● **Your assignment**:
Give the number of lines in the material below that contain the word "crossings". No other content is needed.

● **Dataset content**:
-=-=-=-=-

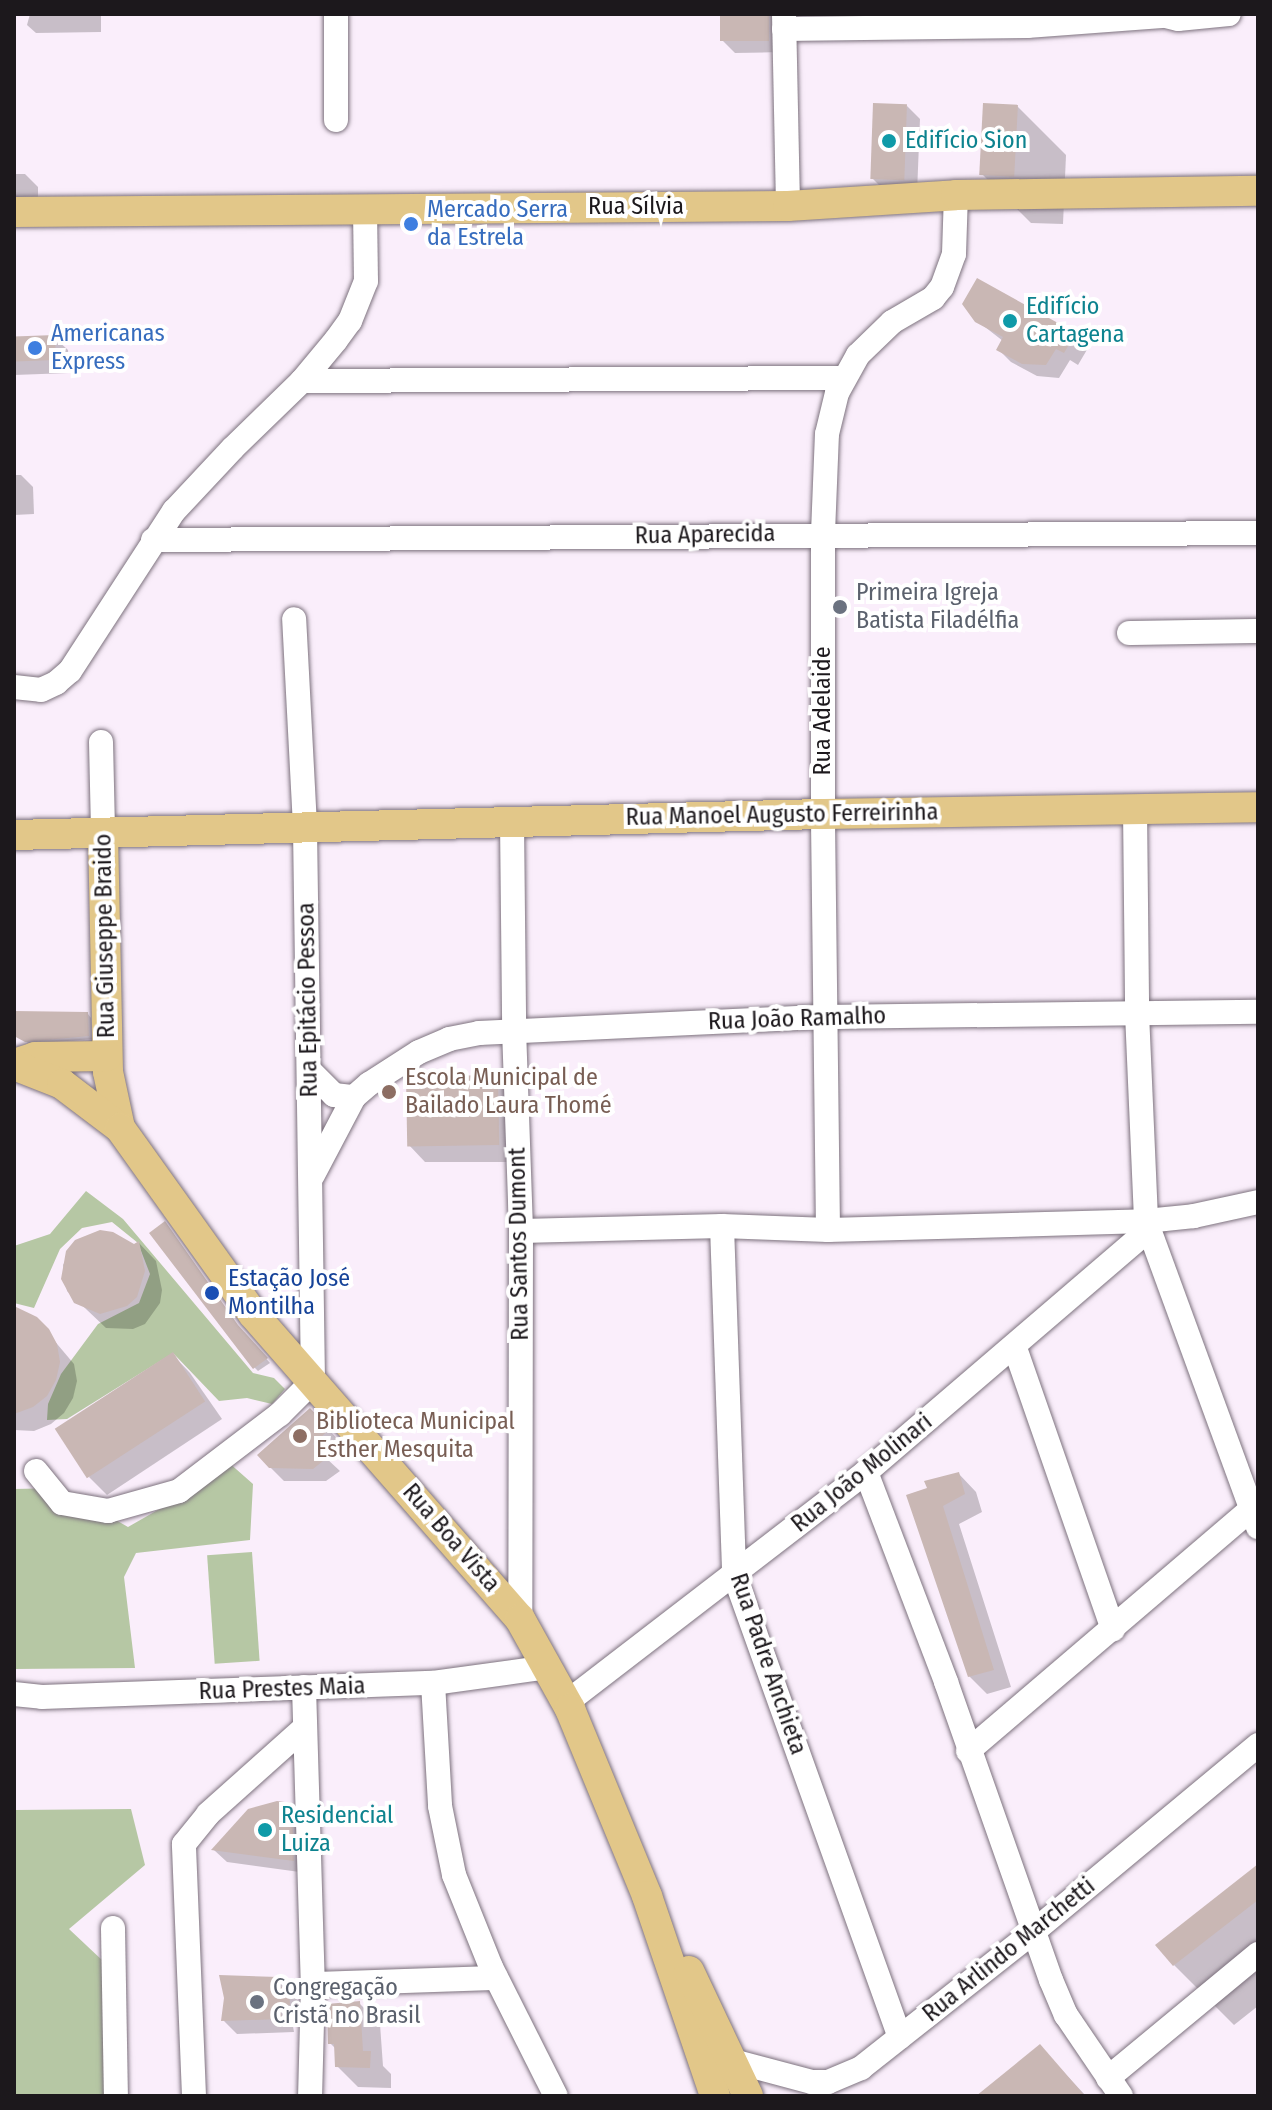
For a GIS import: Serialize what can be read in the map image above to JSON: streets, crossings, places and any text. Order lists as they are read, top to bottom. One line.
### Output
{"streets":{"main road":["Rua Sílvia","Rua Manoel Augusto Ferreirinha","Rua Giuseppe Braido","Rua Boa Vista"],"street":["Rua Aparecida","Rua Adelaide","Rua Epitácio Pessoa","Rua João Ramalho","Rua Santos Dumont","Rua João Molinari","Rua Padre Anchieta","Rua Prestes Maia","Rua Arlindo Marchetti"]},"crossings":[["Rua Sílvia","Rua Adelaide"],["Rua Aparecida","Rua Adelaide"],["Rua Adelaide","Rua Manoel Augusto Ferreirinha"],["Rua Adelaide","Rua João Ramalho"],["Rua Manoel Augusto Ferreirinha","Rua Giuseppe Braido"],["Rua Manoel Augusto Ferreirinha","Rua Epitácio Pessoa"],["Rua Manoel Augusto Ferreirinha","Rua Santos Dumont"],["Rua Giuseppe Braido","Rua Boa Vista"],["Rua Epitácio Pessoa","Rua João Ramalho"],["Rua Epitácio Pessoa","Rua Boa Vista"],["Rua João Ramalho","Rua Santos Dumont"],["Rua Santos Dumont","Rua Boa Vista"],["Rua João Molinari","Rua Boa Vista"],["Rua João Molinari","Rua Padre Anchieta"],["Rua Boa Vista","Rua Prestes Maia"],["Rua Boa Vista","Rua Arlindo Marchetti"],["Rua Padre Anchieta","Rua Arlindo Marchetti"]],"places":["Edifício Sion","Mercado Serra da Estrela","Edifício Cartagena","Americanas Express","Primeira Igreja Batista Filadélfia","Escola Municipal de Bailado Laura Thomé","Estação José Montilha","Biblioteca Municipal Esther Mesquita","Residencial Luiza","Congregação Cristã no Brasil"]}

-=-=-=-=-

● **Written response**:
2